═══ Recorded data

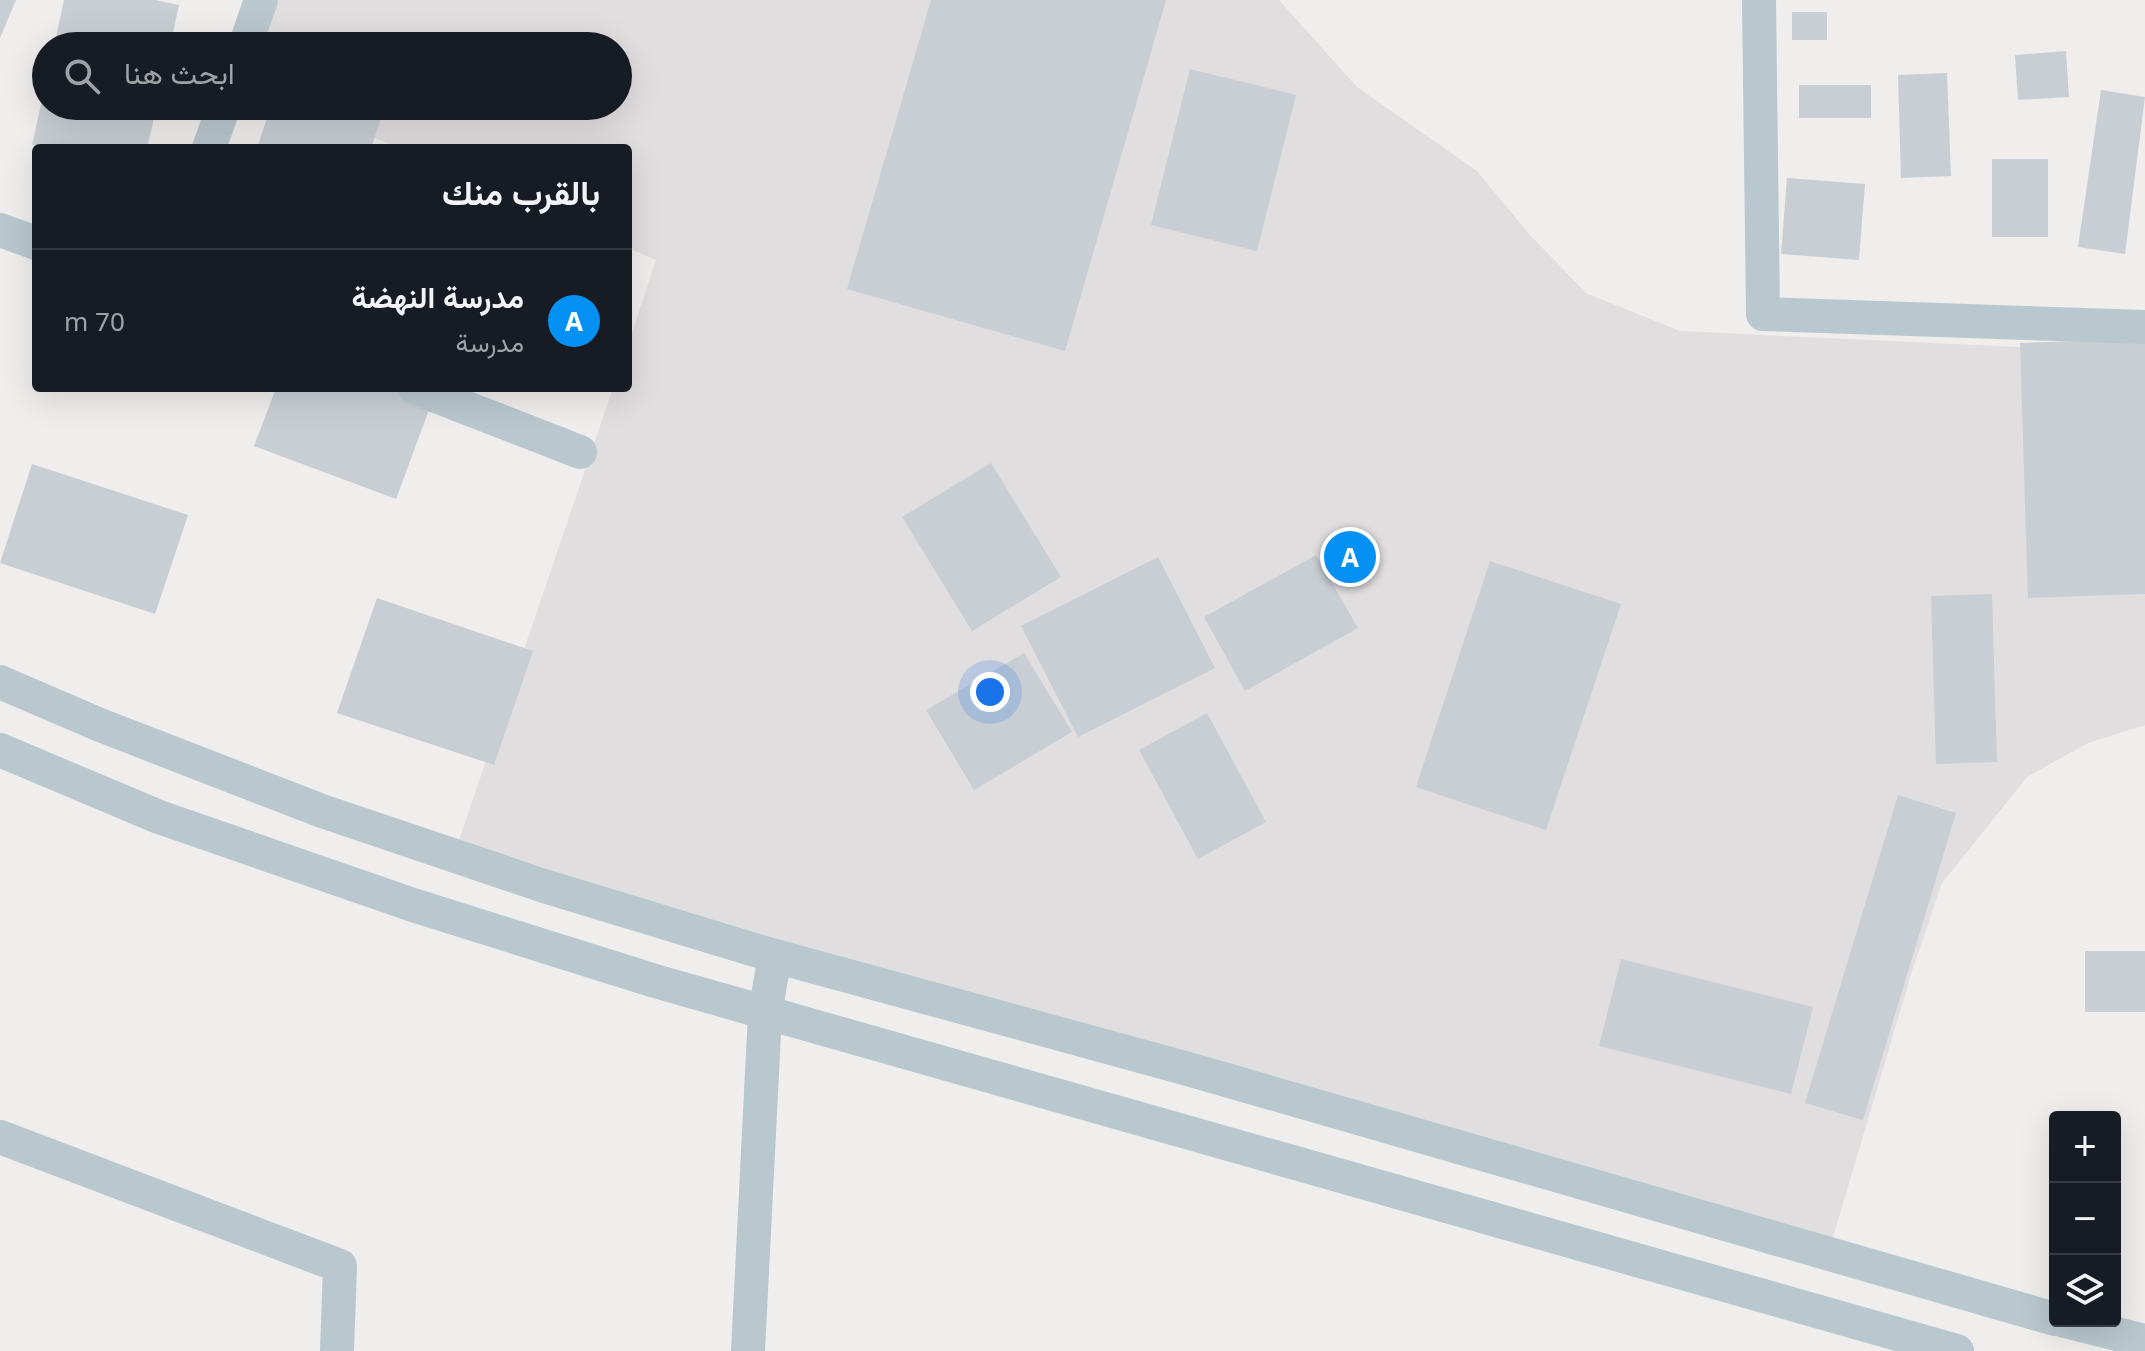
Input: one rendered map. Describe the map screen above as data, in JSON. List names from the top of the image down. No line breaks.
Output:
{"page":{"search":"ابحث هنا","heading":"بالقرب منك","list":[{"mark":"A","name":"مدرسة النهضة","note":"مدرسة","value":"70 m"}],"pins":"A","map_buttons":["+","−"]}}
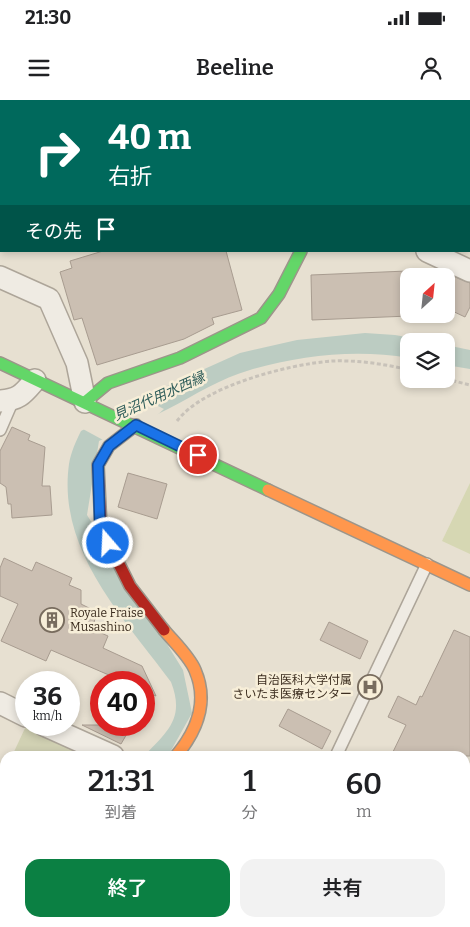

══════

• _What is required_:
Leave the images out. Set down all of the material above exactly.

• _Output of the task_:
Input: one rendered map. Describe the map screen above as data, in JSON. List names from the top of the image down. No line breaks.
Output:
{"page":{"search":"ابحث هنا","heading":"بالقرب منك","list":[{"mark":"A","name":"مدرسة النهضة","note":"مدرسة","value":"70 m"}],"pins":"A","map_buttons":["+","−"]}}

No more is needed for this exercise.